Hi Dharin, thanks for the review.
> 1. indnatts vs indnkeyatts
Good catch. Will fix.
> 2. Subqueries -> Error
That comment is wrong, I never added a check for that because it turned out
to be unnecessary. Will remove.
> 3. Concurrency gap / safety model
To answer your questions directly:
1. The goal is to be safe against concurrent partial refreshes on
overlapping rows, not just concurrent DML on base tables.
2. The intent is maintenance-like and safe by default.
Because we lose the physical lock on the row after the DELETE, I plan to
enforce that safety default via transaction-level advisory locks acquired
before the DELETE with somethin like:
SELECT pg_advisory_xact_lock(matviewOid, hashtext(ROW(key_cols)::text))
FROM matview
WHERE (condition);
Concurrent refreshes on the same logical rows will serialize while
non-overlapping rows still run in parallel.
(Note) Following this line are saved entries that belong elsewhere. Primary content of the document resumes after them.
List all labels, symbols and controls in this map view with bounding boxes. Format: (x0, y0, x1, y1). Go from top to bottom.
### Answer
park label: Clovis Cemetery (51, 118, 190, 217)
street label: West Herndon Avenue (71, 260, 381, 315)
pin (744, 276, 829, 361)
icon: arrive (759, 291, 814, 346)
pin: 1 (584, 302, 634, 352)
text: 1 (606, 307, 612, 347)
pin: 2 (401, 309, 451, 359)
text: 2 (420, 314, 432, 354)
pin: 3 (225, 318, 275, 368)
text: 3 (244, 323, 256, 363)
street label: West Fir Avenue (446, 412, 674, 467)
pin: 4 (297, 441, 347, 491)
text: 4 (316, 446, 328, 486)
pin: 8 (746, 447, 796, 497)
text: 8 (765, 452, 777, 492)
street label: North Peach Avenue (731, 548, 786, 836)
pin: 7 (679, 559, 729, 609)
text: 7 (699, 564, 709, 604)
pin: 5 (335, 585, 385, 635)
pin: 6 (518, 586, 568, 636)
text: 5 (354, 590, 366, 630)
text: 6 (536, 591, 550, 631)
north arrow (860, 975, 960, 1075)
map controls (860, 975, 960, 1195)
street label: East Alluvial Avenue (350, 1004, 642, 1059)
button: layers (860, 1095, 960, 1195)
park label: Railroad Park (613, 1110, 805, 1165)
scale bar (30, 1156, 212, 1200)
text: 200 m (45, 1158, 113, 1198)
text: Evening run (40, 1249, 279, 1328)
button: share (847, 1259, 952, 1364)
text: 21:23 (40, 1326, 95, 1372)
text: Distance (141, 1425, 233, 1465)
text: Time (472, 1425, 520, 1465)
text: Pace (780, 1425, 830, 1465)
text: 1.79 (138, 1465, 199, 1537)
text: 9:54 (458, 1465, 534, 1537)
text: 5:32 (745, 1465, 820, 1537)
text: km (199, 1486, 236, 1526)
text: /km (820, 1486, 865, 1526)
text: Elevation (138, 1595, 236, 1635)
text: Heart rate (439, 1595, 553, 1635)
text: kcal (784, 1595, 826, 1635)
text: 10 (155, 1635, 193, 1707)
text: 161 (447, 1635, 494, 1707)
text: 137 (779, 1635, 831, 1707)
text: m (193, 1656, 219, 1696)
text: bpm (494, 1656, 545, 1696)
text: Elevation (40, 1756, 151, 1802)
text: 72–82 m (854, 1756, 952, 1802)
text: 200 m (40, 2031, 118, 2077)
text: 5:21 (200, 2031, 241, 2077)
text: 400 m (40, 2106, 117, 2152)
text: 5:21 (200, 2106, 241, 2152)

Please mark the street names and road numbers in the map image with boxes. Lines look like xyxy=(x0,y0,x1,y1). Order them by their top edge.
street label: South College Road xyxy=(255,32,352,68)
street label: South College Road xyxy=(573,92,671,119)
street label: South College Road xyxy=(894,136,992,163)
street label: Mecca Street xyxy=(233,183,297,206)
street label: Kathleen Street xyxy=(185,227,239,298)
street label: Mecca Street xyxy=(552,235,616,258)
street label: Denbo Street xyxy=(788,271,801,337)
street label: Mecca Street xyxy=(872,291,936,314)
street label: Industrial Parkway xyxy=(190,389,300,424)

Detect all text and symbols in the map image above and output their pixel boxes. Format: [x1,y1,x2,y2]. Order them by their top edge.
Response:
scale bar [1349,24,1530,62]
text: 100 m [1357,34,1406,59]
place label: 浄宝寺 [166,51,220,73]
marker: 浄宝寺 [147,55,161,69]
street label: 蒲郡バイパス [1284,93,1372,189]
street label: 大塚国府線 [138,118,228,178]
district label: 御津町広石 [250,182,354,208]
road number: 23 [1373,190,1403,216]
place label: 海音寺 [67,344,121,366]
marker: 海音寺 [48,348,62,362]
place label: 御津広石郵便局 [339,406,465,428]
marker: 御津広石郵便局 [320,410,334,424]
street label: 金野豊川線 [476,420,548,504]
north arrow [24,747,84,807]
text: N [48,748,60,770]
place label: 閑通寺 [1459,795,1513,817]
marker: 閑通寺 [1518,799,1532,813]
This also made me think about whether the CONCURRENTLY keyword is doing the
right thing here. Here's how the guarantees break down across all the
refresh modes:
Refresh Command / State | Base Table Lock | Concurrent
Reads? | Concurrent Writes? | Same-Row Concurrent Refreshes
----------------------------------------+------------------+-------------------+--------------------+------------------------------
Standard Full Refresh | ACCESS EXCLUSIVE | Blocked
| Blocked | Blocked (Table Level)
CONCURRENTLY (Full) | EXCLUSIVE | Allowed
| Blocked | Blocked (Table Level)
Partial (WHERE) - Current Patch | ROW EXCLUSIVE | Allowed
| Allowed | Race condition (Fails)
Partial (WHERE) - With Advisory Locks | ROW EXCLUSIVE | Allowed
| Allowed | Serialized (Waits)
Partial (CONCURRENTLY WHERE) | EXCLUSIVE | Allowed
| Blocked | Serialized (Waits)
Because of this, the `CONCURRENTLY` distinction gets inverted with a
`WHERE` clause. With a full refresh, `CONCURRENTLY` is the more permissive
option (allowing readers). But here, the bare `WHERE` path allows both
reads and writes, while `CONCURRENTLY WHERE` blocks writers. Non-concurrent
ends up being the more permissive option, which goes against what the
keyword generally implies.
One option is to swap the two implementations to restore that intuition.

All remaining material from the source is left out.